A intenção do presidente norte-americano era que o vídeo, de 4 minutos e 30 segundos, fosse exibido como evidência de uma campanha para matar fazendeiros brancos, no que ele definiu como um "genocídio".
Alguns dos conteúdos que aparecem no vídeo haviam sido amplamente compartilhados no Facebook, no Instagram, no X, no Threads, no Kwai, no Telegram e no TikTok, nas semanas anteriores.
Cruzes não sinalizam sepulturas de brancos
Um dos vídeos da sequência mostra cruzes brancas erguidas ao longo de uma estrada sinuosa onde dezenas de carros e caminhões estão alinhados.
"Esses são locais de sepultamento", disse Trump, ao exibir as imagens. "Esses carros estão parados para prestar homenagem aos familiares que foram mortos."
Nas redes sociais, a mesma gravação circula com legendas que asseguram: “cada cruz nesse vídeo representa um fazendeiro branco na África do Sul que foi assassinado”.

Mas, na verdade, as imagens são de um protesto realizado em 2020, onde cruzes simbólicas foram colocadas ao longo de uma estrada rural após o assassinato de um casal em sua fazenda em Normandien, perto de Newcastle, na província sul-africana de KwaZulu-Natal, de acordo com vídeos e matérias da imprensa local.
Elas não marcam locais de túmulos.

Os assassinos foram condenados à prisão perpétua em 2022.
Entenda mais sobre o vídeo das cruzes nesta checagem feita pelo serviço da AFP em inglês.
Político não compõe governo
Trump usa outro vídeo para afirmar que o governo sul-africano está expropriando fazendas de pessoas brancas.
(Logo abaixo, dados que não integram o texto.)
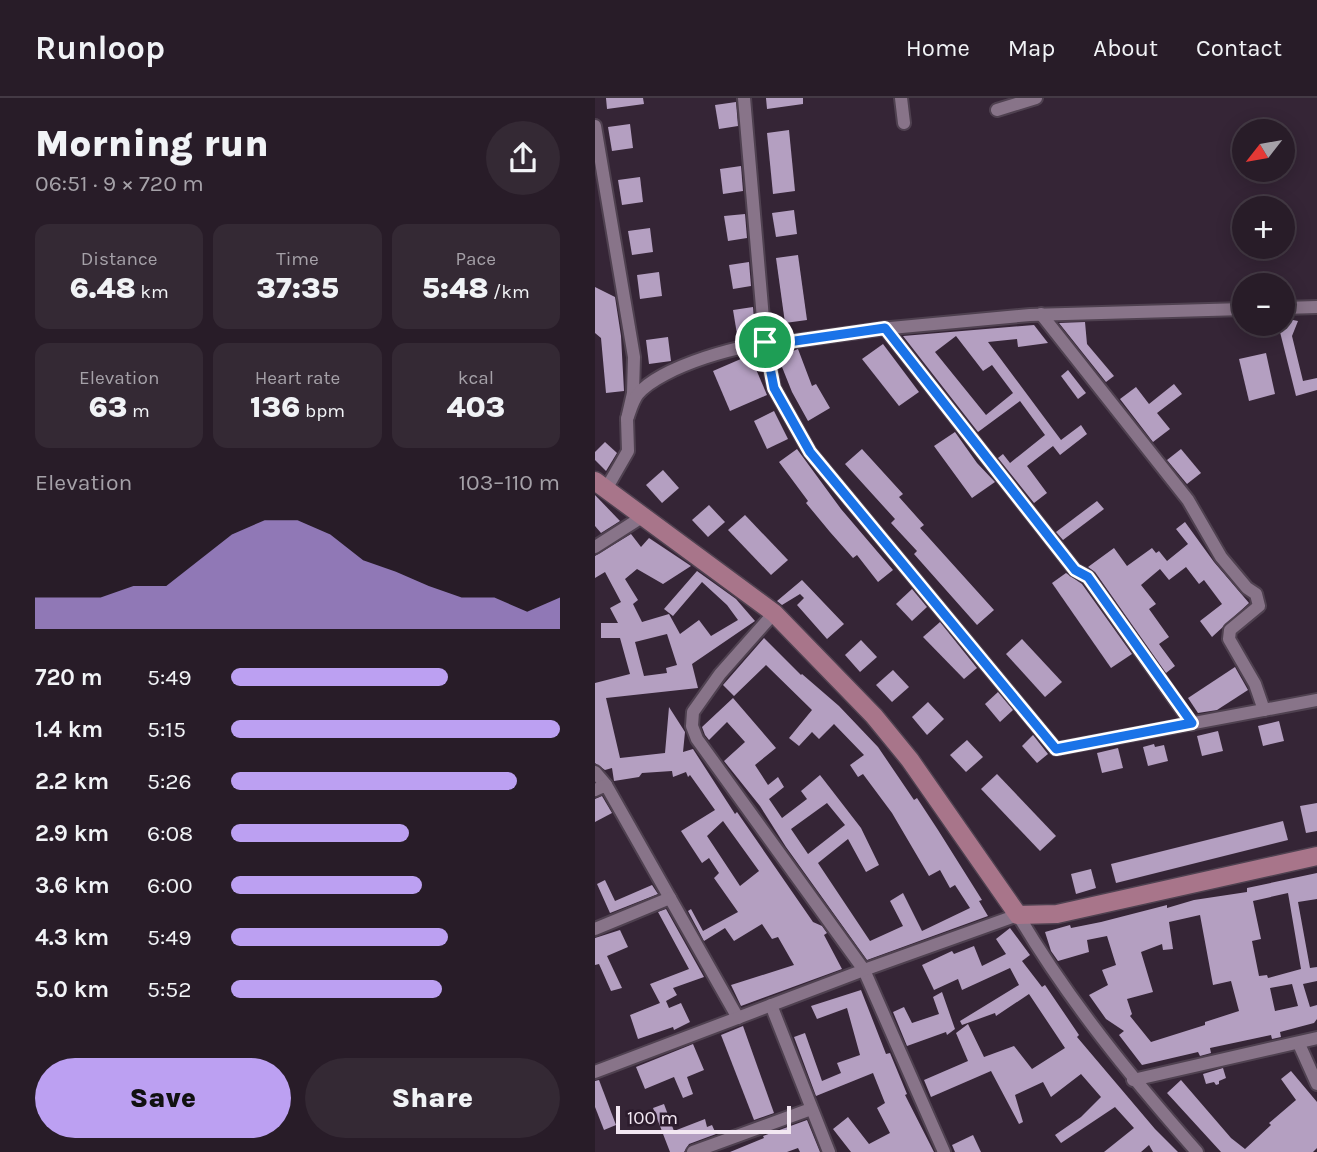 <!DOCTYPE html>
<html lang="en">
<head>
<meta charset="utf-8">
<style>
  body { margin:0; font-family:Karla,sans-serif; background:#342934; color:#f1f3f6; height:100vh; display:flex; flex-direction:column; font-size:26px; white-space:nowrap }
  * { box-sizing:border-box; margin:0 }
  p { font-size:23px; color:#a5a1a8 }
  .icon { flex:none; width:38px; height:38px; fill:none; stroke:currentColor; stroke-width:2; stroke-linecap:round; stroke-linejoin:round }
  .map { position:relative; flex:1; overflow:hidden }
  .details { display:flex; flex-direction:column; background:#281c28; width:595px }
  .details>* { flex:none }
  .needle { width:46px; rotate:239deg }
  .tools { position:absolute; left:637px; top:21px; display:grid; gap:14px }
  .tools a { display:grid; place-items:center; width:63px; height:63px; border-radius:50%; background:#281c28; box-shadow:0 4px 18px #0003,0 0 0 2px #443a45; font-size:35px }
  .scale { position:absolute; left:21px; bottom:18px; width:175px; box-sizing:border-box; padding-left:7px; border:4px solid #f2e7f2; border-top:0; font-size:19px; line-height:24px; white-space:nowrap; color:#f2e7f2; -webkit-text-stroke:5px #2b1b2c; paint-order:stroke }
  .pin { position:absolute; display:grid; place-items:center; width:60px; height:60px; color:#fff; margin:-30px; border:4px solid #fff; border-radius:50%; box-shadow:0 2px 7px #0007 }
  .round { display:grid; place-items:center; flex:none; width:74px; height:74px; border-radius:37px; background:#342934 }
  .summary { display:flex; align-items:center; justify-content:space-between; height:119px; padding:0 35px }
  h1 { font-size:38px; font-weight:800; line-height:52px }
  .stats { display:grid; grid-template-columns:repeat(3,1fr); gap:10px; height:119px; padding:7px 35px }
  .stats div { display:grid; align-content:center; border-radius:14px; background:#342934; text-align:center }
  .stats b { font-size:30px; font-weight:800 }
  .stats small { font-size:19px; font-weight:400 }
  .stats p { font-size:19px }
  .chart { height:196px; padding:14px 35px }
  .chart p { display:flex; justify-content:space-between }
  .chart svg { width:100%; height:126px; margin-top:7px; fill:#bca0f2; opacity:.7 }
  .primary-button { display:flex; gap:14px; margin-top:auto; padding:14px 35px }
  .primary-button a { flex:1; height:80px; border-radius:42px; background:#bca0f2; color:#111; font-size:28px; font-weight:800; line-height:80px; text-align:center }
  .primary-button a+a { background:#342934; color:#f1f3f6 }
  ul { padding:0 35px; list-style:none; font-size:23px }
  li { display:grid; grid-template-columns:112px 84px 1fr; align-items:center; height:52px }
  li i { height:18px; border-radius:9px; background:#bca0f2 }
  header { display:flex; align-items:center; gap:42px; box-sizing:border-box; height:98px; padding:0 35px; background:#281c28; border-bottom:2px solid #443a45 }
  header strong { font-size:33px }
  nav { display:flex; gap:38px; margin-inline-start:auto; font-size:24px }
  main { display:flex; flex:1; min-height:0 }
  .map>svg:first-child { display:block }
</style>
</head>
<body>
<header>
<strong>Runloop</strong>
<nav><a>Home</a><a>Map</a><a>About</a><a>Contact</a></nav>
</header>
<main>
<section class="details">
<div class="summary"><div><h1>Morning run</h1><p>06:51 · 9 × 720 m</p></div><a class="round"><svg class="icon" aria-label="share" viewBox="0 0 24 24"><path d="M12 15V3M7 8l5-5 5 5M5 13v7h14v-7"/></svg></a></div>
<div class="stats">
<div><p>Distance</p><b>6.48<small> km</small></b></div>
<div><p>Time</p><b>37:35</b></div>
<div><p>Pace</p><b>5:48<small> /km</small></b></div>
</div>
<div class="stats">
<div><p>Elevation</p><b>63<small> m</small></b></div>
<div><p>Heart rate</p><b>136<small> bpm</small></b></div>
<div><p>kcal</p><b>403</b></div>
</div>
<div class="chart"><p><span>Elevation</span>103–110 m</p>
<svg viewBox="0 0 160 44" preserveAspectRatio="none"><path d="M0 44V33L10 33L20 33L30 29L40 29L50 20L60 11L70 6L80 6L90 11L100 20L110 24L120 29L130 33L140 33L150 38L160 33V44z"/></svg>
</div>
<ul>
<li><b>720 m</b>5:49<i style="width:66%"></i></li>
<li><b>1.4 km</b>5:15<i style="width:100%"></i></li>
<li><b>2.2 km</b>5:26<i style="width:87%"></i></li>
<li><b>2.9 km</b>6:08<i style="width:54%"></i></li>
<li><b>3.6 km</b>6:00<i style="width:58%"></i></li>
<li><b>4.3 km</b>5:49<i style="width:66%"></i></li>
<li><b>5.0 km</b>5:52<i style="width:64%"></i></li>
</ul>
<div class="primary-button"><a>Save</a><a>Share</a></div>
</section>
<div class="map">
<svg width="722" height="1054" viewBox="0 0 722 1054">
  <rect width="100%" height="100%" fill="#352536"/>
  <g fill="#b49fc1" fill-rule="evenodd">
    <polygon points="11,0 48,0 49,6 12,11"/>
    <polygon points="171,0 208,0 208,6 172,11"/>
    <polygon points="141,4 143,28 124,31 120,7"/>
    <polygon points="35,26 38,50 17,53 13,29"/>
    <polygon points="194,32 200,93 178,96 172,35"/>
    <polygon points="146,68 148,93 128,96 125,71"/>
    <polygon points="45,79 48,104 27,107 23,82"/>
    <polygon points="199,112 202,136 181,139 177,115"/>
    <polygon points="150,116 152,140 133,143 129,118"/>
    <polygon points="55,130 58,154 37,157 33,133"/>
    <polygon points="203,157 212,222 190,225 181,160"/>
    <polygon points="154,164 156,188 138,191 134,167"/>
    <polygon points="64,174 67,198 45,201 42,177"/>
    <polygon points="0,189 20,199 26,238 29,293 11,295 6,240 0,235"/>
    <polygon points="158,209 160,234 142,236 138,212"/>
    <polygon points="688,220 703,223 697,238 708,283 722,280 722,292 701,298 683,226 688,226"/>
    <polygon points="490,224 492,246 519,278 511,284 464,225"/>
    <path d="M 439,227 L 453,245 L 423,249 L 422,241 L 393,244 L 466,342 L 486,327 L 492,336 L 465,357 L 458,348 L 432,368 L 452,395 L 439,405 L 403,360 L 408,356 L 415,365 L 450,337 L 425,303 L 383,334 L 308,238 ZM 361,238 L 388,273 L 397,267 L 418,295 L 391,317 L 340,254 Z"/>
    <polygon points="73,239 76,263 54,266 51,242"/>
    <polygon points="288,246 324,294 304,308 267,261"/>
    <polygon points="203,251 217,288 221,286 235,310 213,323 197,294 183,259"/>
    <polygon points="671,255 680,296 654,303 644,261"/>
    <polygon points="155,257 172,297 135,313 118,273"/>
    <polygon points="473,272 491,295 483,301 466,278"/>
    <polygon points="579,286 587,296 562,315 575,331 558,344 525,301 541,289 554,306"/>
    <polygon points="179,313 193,341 172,351 159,323"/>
    <polygon points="360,334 382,365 400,384 377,400 339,348"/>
    <polygon points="10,344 22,355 11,373 0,362 0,354"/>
    <polygon points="202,351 246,411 298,472 283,484 262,457 258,460 235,434 211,405 213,403 184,364"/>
    <polygon points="267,351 308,396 304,399 329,427 325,430 399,512 382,527 319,456 322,453 296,425 300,421 250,366"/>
    <polygon points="586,351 606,375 592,386 572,362"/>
    <polygon points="68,372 84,390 67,405 51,387"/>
    <polygon points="0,397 25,423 6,435 0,428"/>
    <polygon points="502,403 509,411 468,442 461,434"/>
    <polygon points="114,407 130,424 113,439 97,422"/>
    <polygon points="150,417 193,462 176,477 133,432"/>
    <polygon points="590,424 619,464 654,505 617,539 605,523 627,506 609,482 604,486 591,469 574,482 565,471 546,487 561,506 554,511 574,539 564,546 580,568 571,575 500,474 493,469 519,450 532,468 557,450 561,455 564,453 572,463 593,446 581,431"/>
    <path d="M 36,436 L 46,449 L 54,440 L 96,468 L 68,486 L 42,471 L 30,481 L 43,502 L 38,506 L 47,524 L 74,516 L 85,536 L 104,522 L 116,538 L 143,522 L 132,507 L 107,484 L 78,518 L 69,511 L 102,473 L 141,501 L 160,523 L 97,566 L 103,590 L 11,600 L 25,660 L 70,655 L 74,609 L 90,634 L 88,654 L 98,651 L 140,716 L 142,714 L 218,824 L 227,828 L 232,835 L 229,837 L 247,871 L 146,908 L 136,887 L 199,867 L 183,839 L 177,841 L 167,826 L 139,843 L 130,830 L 109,843 L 93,813 L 96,811 L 108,833 L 143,814 L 119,780 L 124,775 L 114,760 L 107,765 L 86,733 L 120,712 L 95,677 L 93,679 L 91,674 L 78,679 L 77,673 L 47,675 L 44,679 L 19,683 L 17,670 L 10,672 L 0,665 L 0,585 L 35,576 L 25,540 L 6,540 L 6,525 L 23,525 L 15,510 L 26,504 L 10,474 L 0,480 L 0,458 ZM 72,536 L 82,567 L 71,570 L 72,575 L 49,578 L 40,544 ZM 128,723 L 164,773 L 145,788 L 112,738 Z"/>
    <polygon points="471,475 487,486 537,556 516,570 457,485"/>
    <polygon points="207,482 249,526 232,541 202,507 209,500 205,496 187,507 182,503"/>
    <polygon points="317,491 332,509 317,523 301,506"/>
    <polygon points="345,524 382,570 369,581 328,539"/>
    <path d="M 169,540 L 206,577 L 207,576 L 244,608 L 283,649 L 319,702 L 322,700 L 343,732 L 387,802 L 384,803 L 393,818 L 272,862 L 191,749 L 165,708 L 129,663 L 150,644 L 132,624 L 114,642 L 110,637 L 107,629 L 138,600 L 181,650 L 160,667 L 173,687 L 183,679 L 189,689 L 174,701 L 187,720 L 212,701 L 206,693 L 225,677 L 266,730 L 284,767 L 271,774 L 253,741 L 223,765 L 275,843 L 308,828 L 295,803 L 308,795 L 327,833 L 375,810 L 360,787 L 355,790 L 345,772 L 334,778 L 297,715 L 268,676 L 263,679 L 255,667 L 269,657 L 239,626 L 224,641 L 217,634 L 204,648 L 194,640 L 217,612 L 171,567 L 139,598 L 128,587 ZM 232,705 L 250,727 L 213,756 L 196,731 Z"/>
    <polygon points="427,541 467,584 450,599 411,556"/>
    <polygon points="266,542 282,559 265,574 250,557"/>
    <polygon points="640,569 653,592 622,612 603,615 593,600"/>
    <polygon points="298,572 314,589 297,604 281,587"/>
    <polygon points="403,594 418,612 405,624 390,606"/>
    <polygon points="333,604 349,621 332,637 317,619"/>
    <polygon points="684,623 689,643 668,648 663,628"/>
    <polygon points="623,633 628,653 607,658 602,638"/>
    <polygon points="438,637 453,656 442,665 427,648"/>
    <polygon points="372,642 388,659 371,674 355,657"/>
    <polygon points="559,646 560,649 569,647 573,663 553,668 548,649"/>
    <polygon points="523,650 528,670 507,675 502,655"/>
    <polygon points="402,676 461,738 445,753 386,691"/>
    <polygon points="7,698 17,715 0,724 0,701"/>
    <polygon points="722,705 722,733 711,735 705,708"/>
    <polygon points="688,723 693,742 521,785 516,766"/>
    <polygon points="496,771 501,790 481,796 476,776"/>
    <path d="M 722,775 L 722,801 L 703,804 L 715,870 L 722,869 L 722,883 L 708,886 L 715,909 L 722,907 L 722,921 L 719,925 L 685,934 L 686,939 L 677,941 L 676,937 L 615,950 L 616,955 L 605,958 L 603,954 L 547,967 L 524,937 L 529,933 L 511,921 L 494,897 L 513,887 L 507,872 L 521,867 L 512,838 L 492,842 L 494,854 L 463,863 L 456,853 L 450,834 L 475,827 L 476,830 L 506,824 L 572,807 L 572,810 L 599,802 L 652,794 L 652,790 ZM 693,795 L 706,871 L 673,880 L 672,877 L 664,878 L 657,843 L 666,841 L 658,803 ZM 605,817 L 618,887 L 636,883 L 644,913 L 610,924 L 610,927 L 556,944 L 535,918 L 537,916 L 532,901 L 558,894 L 546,854 L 567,846 L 568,852 L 578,851 L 574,824 ZM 697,886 L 703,908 L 680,913 L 675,890 Z"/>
    <polygon points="10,782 20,803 57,787 63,796 15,815 2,786"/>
    <polygon points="71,811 109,879 78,890 82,897 71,903 74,910 86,905 95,924 79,932 78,929 43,941 35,917 65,905 55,886 94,871 63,814"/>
    <polygon points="415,830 435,857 427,863 447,889 450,887 484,937 482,939 560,1031 583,1054 558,1054 554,1047 546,1054 509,1054 539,1030 520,1009 466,1045 460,1037 486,1019 506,999 486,976 456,999 448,984 420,997 428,1024 424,1026 396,973 336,999 329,982 373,963 361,935 373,926 389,959 419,948 437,971 470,950 434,896 401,918 400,915 367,927 365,923 424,887 415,870 367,892 363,881 339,892 327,867 357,853 359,856 379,848 387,868 411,856 401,841"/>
    <polygon points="25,832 33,849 12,858 27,890 16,893 4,866 0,867 0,840"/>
    <polygon points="266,892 291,956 295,955 312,996 310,997 339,1054 256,1054 238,1031 253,1019 274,1046 295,1035 282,1010 290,1005 278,975 221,998 199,939 210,935 227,983 246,975 242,965 265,957 252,910 222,921 216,908"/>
    <polygon points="347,894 360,931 352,937 351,934 312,948 298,914 309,909 317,925 344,916 338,899"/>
    <polygon points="148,928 179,1015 159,1022 126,937"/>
    <polygon points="98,946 109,972 92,979 98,996 88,1000 79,979 50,991 41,969"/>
    <polygon points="628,970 631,980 624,983 624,986 621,987 619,984 611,986 608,976"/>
    <polygon points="696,973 722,1004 722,1050 718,1054 626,1054 572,995 586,982 636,1040 650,1051 676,1027 674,1025 701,1002 686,981"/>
    <polygon points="4,982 21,1027 9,1032 0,1009 0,983"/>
    <polygon points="69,1006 79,1033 110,1021 112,1029 117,1027 121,1036 94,1046 89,1054 75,1054 58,1010"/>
    <polygon points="212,1022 225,1054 205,1054 203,1050 192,1054 135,1054 169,1040 168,1038"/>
    <polygon points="378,1037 386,1054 360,1054 357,1047"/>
  </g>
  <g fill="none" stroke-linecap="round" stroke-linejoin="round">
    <defs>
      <g id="street">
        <polyline points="149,0 170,244 179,290 215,354 461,651 722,602"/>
        <polyline points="306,0 309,25"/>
        <polyline points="402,12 441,0"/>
        <polyline points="0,28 39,259 38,295 32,321 33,353 10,393"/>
        <polyline points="688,210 722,209"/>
        <polyline points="446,216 593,402 626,459 652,490 661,496 664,508 635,532 634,541 660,586 669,612"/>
        <polyline points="290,230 480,472 493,479 597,626"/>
        <path d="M 32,321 C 35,313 38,302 43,296 C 65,269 152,243 186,245 L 285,231 L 435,217 L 649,211"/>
        <polyline points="0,449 47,419"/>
        <polyline points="179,515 125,576 98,614 97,628 102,641 269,872 349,1054"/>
        <polyline points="0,674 11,687"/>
        <polyline points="0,692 11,687 75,800"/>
        <polyline points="0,831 75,800 143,920"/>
        <polyline points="176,907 234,1054"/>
        <polyline points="704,946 722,986"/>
        <path d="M 0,974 L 269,872 L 423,817 C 474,903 536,979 602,1054"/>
        <polyline points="538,982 722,940"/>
        <polyline points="98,1054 216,1011"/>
      </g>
      <polyline id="secondary" points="0,383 179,515 279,618 315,662 423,817 462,816 722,758"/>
    </defs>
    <use href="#street" stroke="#4f4150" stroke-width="16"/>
    <use href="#secondary" stroke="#4f4150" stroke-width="21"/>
    <use href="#street" stroke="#887489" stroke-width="12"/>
    <use href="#secondary" stroke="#a8758a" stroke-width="18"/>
  </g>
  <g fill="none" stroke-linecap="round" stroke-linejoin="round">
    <defs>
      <polygon id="route" points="290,230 480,472 493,479 597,625 461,651 215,354 179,290 170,244 186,245"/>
    </defs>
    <use href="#route" stroke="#fff" stroke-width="14"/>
    <use href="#route" stroke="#1a73e8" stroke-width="9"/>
  </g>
</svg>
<div class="tools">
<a><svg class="needle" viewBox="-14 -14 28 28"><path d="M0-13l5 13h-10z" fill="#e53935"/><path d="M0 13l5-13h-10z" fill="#a5a1a8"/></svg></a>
<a>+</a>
<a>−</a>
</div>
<div class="scale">100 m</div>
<div class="pin" style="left:170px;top:244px;background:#1e9e55"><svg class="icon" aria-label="arrive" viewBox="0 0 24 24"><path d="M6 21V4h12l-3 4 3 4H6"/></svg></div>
</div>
</main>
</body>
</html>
Na gravação, vê-se um político que diz: “Os sul-africanos ocupam terras, é isso que somos".
"Essas pessoas são oficiais", afirma o norte-americano.
Mas o homem que aparece no vídeo não faz parte do governo. Ele é o líder do Combatentes da Liberdade Econômica (EFF, na sigla em inglês), partido de oposição de extrema esquerda, Julius Malema.
O EFF ficou em quarto lugar nas eleições de 2024, com menos de 9,5% dos votos, e nunca fez parte do governo.
Imagem da República Democrática do Congo
Depois do vídeo, Trump apresentou uma pilha de artigos impressos que, segundo ele, documentavam assassinatos de fazendeiros na África do Sul.
Entre eles estava um texto sobre tribalismo na África de um blog pouco conhecido chamado "American Thinker", com uma foto de membros da Cruz Vermelha em trajes brancos manuseando sacos de corpos.
"Há locais de sepultamento por toda parte, são fazendeiros brancos que estão sendo enterrados", disse Trump.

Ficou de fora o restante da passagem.